Problem to solve:
Beginning with the first entry, restate the data word for word and leave out the images.

Exercise material:
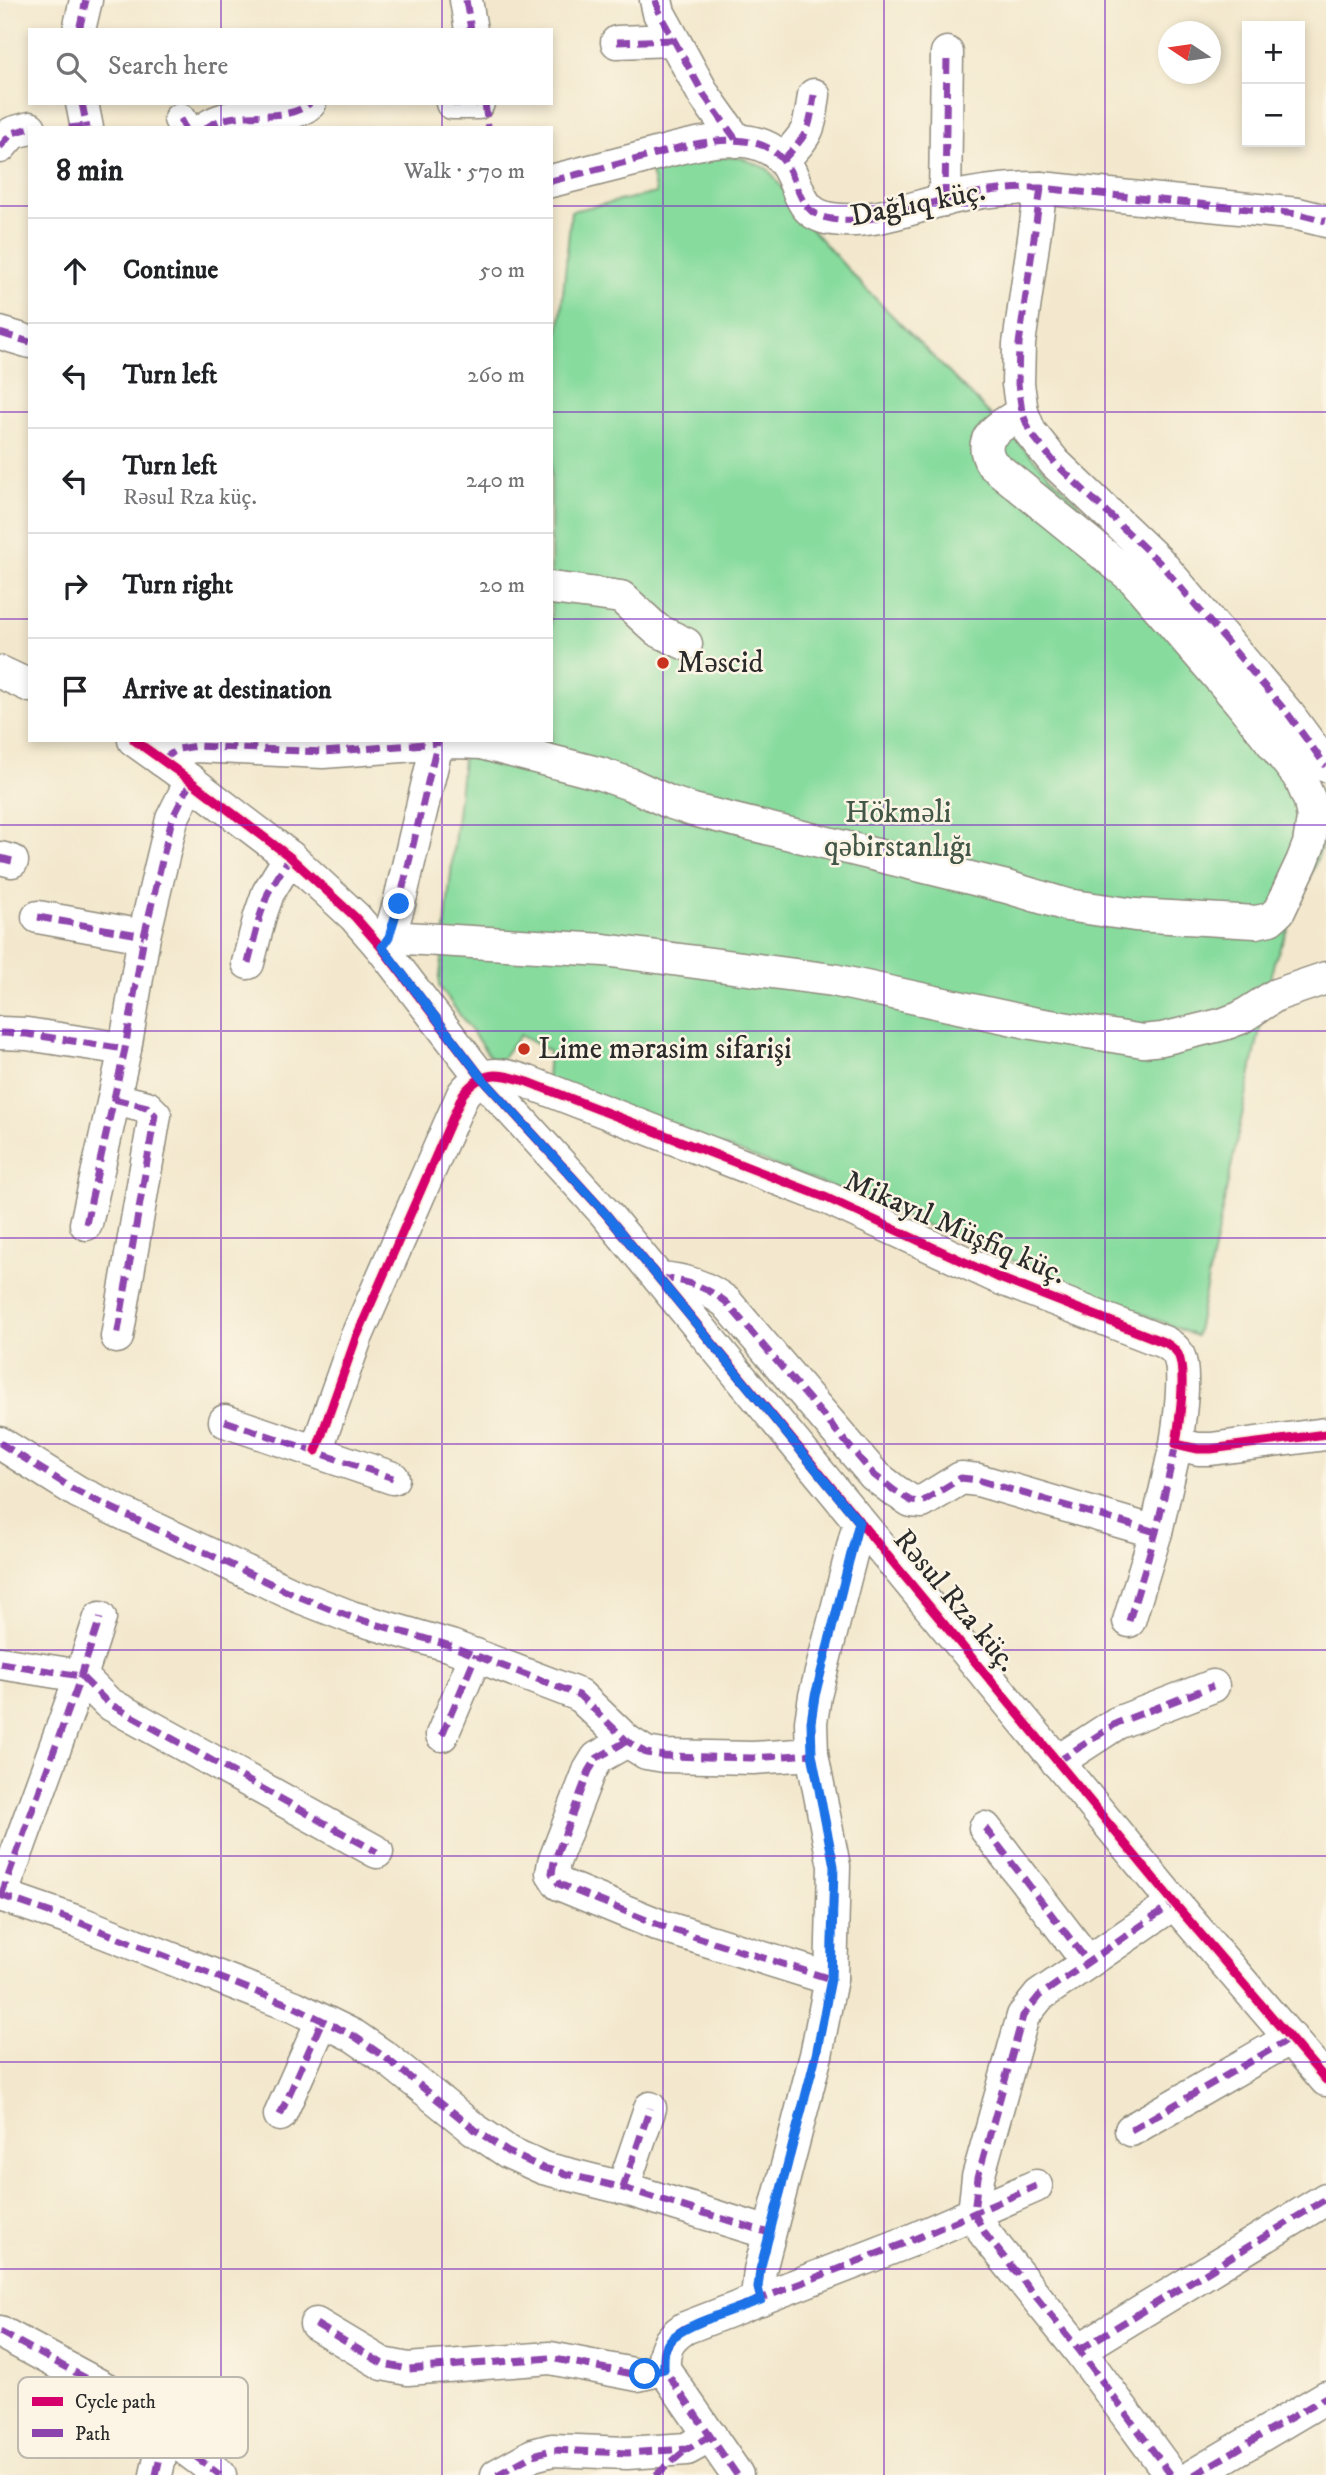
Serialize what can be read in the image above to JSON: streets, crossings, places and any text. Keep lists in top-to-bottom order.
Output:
{
  "streets": {
    "street": ["Dağlıq küç.", "Mikayıl Müşfiq küç.", "Rəsul Rza küç."]
  },
  "crossings": [
    ["Mikayıl Müşfiq küç.", "Rəsul Rza küç."]
  ],
  "parks": ["Hökməli qəbirstanlığı"],
  "places": ["Məscid", "Lime mərasim sifarişi"],
  "legend": ["Cycle path", "Path"],
  "north": "left",
  "page": {
    "map_buttons": ["+", "−"],
    "search": "Search here",
    "heading": ["8 min", "Walk · 570 m"],
    "list": [
      ["Continue", "50 m"],
      ["Turn left", "260 m"],
      ["Turn left", "Rəsul Rza küç.", "240 m"],
      ["Turn right", "20 m"],
      "Arrive at destination"
    ]
  }
}
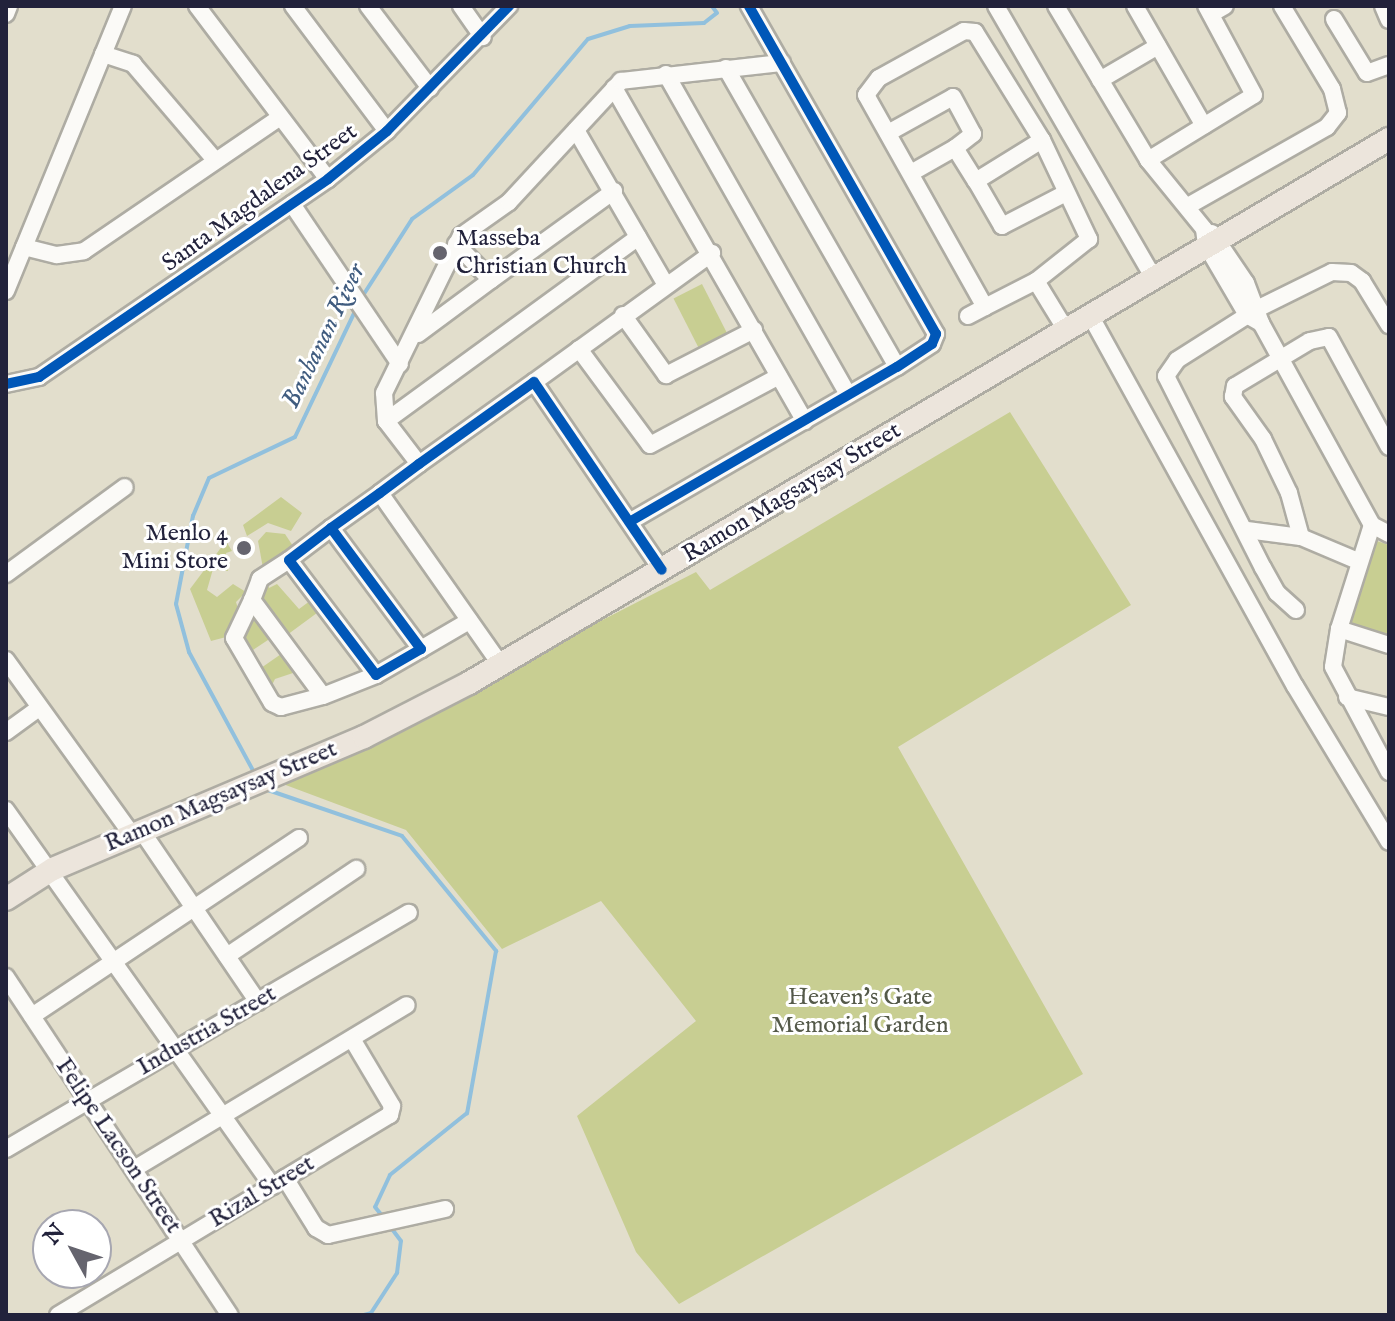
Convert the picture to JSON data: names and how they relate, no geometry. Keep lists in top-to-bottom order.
{
  "streets": {
    "main road": ["Ramon Magsaysay Street"],
    "street": [
      "Santa Magdalena Street",
      "Industria Street",
      "Felipe Lacson Street",
      "Rizal Street"
    ]
  },
  "crossings": [
    ["Industria Street", "Felipe Lacson Street"],
    ["Felipe Lacson Street", "Rizal Street"]
  ],
  "water": ["Banbanan River"],
  "parks": ["Heaven's Gate Memorial Garden"],
  "places": ["Masseba Christian Church", "Menlo 4 Mini Store"],
  "north": "top left"
}
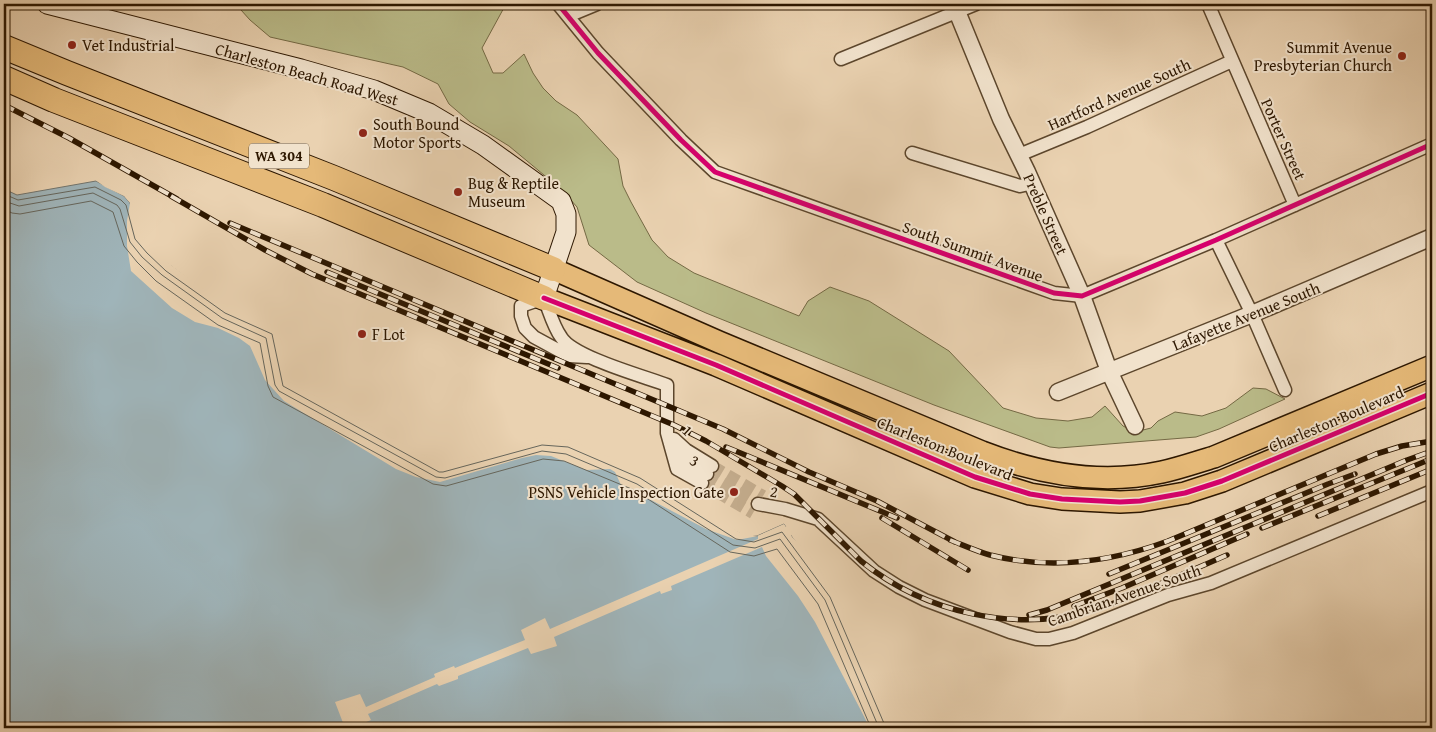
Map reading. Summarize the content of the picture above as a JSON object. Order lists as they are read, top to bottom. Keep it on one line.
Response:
{"streets":{"highway":["WA 304","Charleston Boulevard"],"main road":["Charleston Beach Road West"],"street":["Hartford Avenue South","Porter Street","Preble Street","South Summit Avenue","Lafayette Avenue South","1","3","Cambrian Avenue South"]},"crossings":[["Charleston Beach Road West","WA 304"],["Charleston Beach Road West","Charleston Boulevard"],["Hartford Avenue South","Porter Street"],["Hartford Avenue South","Preble Street"],["Porter Street","South Summit Avenue"],["WA 304","Charleston Boulevard"],["Preble Street","South Summit Avenue"],["Preble Street","Lafayette Avenue South"],["1","3"]],"places":["Vet Industrial","Summit Avenue Presbyterian Church","South Bound Motor Sports","Bug & Reptile Museum","F Lot","PSNS Vehicle Inspection Gate"]}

Your response:
Serialize what can be read in the image above to JSON: streets, crossings, places and any text. Keep lists in top-to-bottom order.
Output:
{
  "streets": {
    "street": ["Dağlıq küç.", "Mikayıl Müşfiq küç.", "Rəsul Rza küç."]
  },
  "crossings": [
    ["Mikayıl Müşfiq küç.", "Rəsul Rza küç."]
  ],
  "parks": ["Hökməli qəbirstanlığı"],
  "places": ["Məscid", "Lime mərasim sifarişi"],
  "legend": ["Cycle path", "Path"],
  "north": "left",
  "page": {
    "map_buttons": ["+", "−"],
    "search": "Search here",
    "heading": ["8 min", "Walk · 570 m"],
    "list": [
      ["Continue", "50 m"],
      ["Turn left", "260 m"],
      ["Turn left", "Rəsul Rza küç.", "240 m"],
      ["Turn right", "20 m"],
      "Arrive at destination"
    ]
  }
}
Convert the picture to JSON data: names and how they relate, no geometry. Keep lists in top-to-bottom order.
{
  "streets": {
    "main road": ["Ramon Magsaysay Street"],
    "street": [
      "Santa Magdalena Street",
      "Industria Street",
      "Felipe Lacson Street",
      "Rizal Street"
    ]
  },
  "crossings": [
    ["Industria Street", "Felipe Lacson Street"],
    ["Felipe Lacson Street", "Rizal Street"]
  ],
  "water": ["Banbanan River"],
  "parks": ["Heaven's Gate Memorial Garden"],
  "places": ["Masseba Christian Church", "Menlo 4 Mini Store"],
  "north": "top left"
}
Map reading. Summarize the content of the picture above as a JSON object. Order lists as they are read, top to bottom. Keep it on one line.
Response:
{"streets":{"highway":["WA 304","Charleston Boulevard"],"main road":["Charleston Beach Road West"],"street":["Hartford Avenue South","Porter Street","Preble Street","South Summit Avenue","Lafayette Avenue South","1","3","Cambrian Avenue South"]},"crossings":[["Charleston Beach Road West","WA 304"],["Charleston Beach Road West","Charleston Boulevard"],["Hartford Avenue South","Porter Street"],["Hartford Avenue South","Preble Street"],["Porter Street","South Summit Avenue"],["WA 304","Charleston Boulevard"],["Preble Street","South Summit Avenue"],["Preble Street","Lafayette Avenue South"],["1","3"]],"places":["Vet Industrial","Summit Avenue Presbyterian Church","South Bound Motor Sports","Bug & Reptile Museum","F Lot","PSNS Vehicle Inspection Gate"]}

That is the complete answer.